*** Opening of GIVEN INFORMATION ***

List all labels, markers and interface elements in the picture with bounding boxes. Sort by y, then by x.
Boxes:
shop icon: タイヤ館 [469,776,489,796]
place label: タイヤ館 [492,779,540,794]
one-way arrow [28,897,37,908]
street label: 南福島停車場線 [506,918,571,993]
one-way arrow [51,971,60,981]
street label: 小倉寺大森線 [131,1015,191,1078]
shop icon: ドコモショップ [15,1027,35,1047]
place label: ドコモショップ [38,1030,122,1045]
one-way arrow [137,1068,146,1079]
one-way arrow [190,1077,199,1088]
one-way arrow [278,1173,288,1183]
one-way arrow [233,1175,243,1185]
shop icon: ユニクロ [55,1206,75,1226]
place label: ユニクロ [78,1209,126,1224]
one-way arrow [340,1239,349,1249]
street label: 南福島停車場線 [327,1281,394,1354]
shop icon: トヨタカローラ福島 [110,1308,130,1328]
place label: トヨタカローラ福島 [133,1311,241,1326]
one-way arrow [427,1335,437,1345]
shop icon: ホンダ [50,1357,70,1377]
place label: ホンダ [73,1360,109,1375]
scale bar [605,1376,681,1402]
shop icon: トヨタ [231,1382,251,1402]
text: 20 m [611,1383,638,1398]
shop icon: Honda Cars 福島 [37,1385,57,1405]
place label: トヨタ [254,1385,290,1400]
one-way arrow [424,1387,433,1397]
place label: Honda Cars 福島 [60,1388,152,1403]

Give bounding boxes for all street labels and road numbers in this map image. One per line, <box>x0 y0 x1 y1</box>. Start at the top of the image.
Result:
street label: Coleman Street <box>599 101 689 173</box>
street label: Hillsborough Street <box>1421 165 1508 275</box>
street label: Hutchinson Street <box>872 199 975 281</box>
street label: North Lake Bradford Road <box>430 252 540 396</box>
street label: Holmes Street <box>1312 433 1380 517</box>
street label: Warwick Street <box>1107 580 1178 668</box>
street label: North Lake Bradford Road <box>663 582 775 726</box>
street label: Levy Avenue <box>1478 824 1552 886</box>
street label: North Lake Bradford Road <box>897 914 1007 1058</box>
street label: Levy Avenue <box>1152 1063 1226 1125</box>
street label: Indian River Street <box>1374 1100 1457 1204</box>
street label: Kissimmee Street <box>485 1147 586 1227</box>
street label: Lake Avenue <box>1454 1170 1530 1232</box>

*** Close of GIVEN INFORMATION ***

Transcribe the listing from start to finish, exactly as given.

EXERCISE ANSWER:
List all labels, markers and interface elements in the picture with bounding boxes. Sort by y, then by x.
Boxes:
shop icon: タイヤ館 [469,776,489,796]
place label: タイヤ館 [492,779,540,794]
one-way arrow [28,897,37,908]
street label: 南福島停車場線 [506,918,571,993]
one-way arrow [51,971,60,981]
street label: 小倉寺大森線 [131,1015,191,1078]
shop icon: ドコモショップ [15,1027,35,1047]
place label: ドコモショップ [38,1030,122,1045]
one-way arrow [137,1068,146,1079]
one-way arrow [190,1077,199,1088]
one-way arrow [278,1173,288,1183]
one-way arrow [233,1175,243,1185]
shop icon: ユニクロ [55,1206,75,1226]
place label: ユニクロ [78,1209,126,1224]
one-way arrow [340,1239,349,1249]
street label: 南福島停車場線 [327,1281,394,1354]
shop icon: トヨタカローラ福島 [110,1308,130,1328]
place label: トヨタカローラ福島 [133,1311,241,1326]
one-way arrow [427,1335,437,1345]
shop icon: ホンダ [50,1357,70,1377]
place label: ホンダ [73,1360,109,1375]
scale bar [605,1376,681,1402]
shop icon: トヨタ [231,1382,251,1402]
text: 20 m [611,1383,638,1398]
shop icon: Honda Cars 福島 [37,1385,57,1405]
place label: トヨタ [254,1385,290,1400]
one-way arrow [424,1387,433,1397]
place label: Honda Cars 福島 [60,1388,152,1403]

Give bounding boxes for all street labels and road numbers in this map image. One per line, <box>x0 y0 x1 y1</box>. Start at the top of the image.
Result:
street label: Coleman Street <box>599 101 689 173</box>
street label: Hillsborough Street <box>1421 165 1508 275</box>
street label: Hutchinson Street <box>872 199 975 281</box>
street label: North Lake Bradford Road <box>430 252 540 396</box>
street label: Holmes Street <box>1312 433 1380 517</box>
street label: Warwick Street <box>1107 580 1178 668</box>
street label: North Lake Bradford Road <box>663 582 775 726</box>
street label: Levy Avenue <box>1478 824 1552 886</box>
street label: North Lake Bradford Road <box>897 914 1007 1058</box>
street label: Levy Avenue <box>1152 1063 1226 1125</box>
street label: Indian River Street <box>1374 1100 1457 1204</box>
street label: Kissimmee Street <box>485 1147 586 1227</box>
street label: Lake Avenue <box>1454 1170 1530 1232</box>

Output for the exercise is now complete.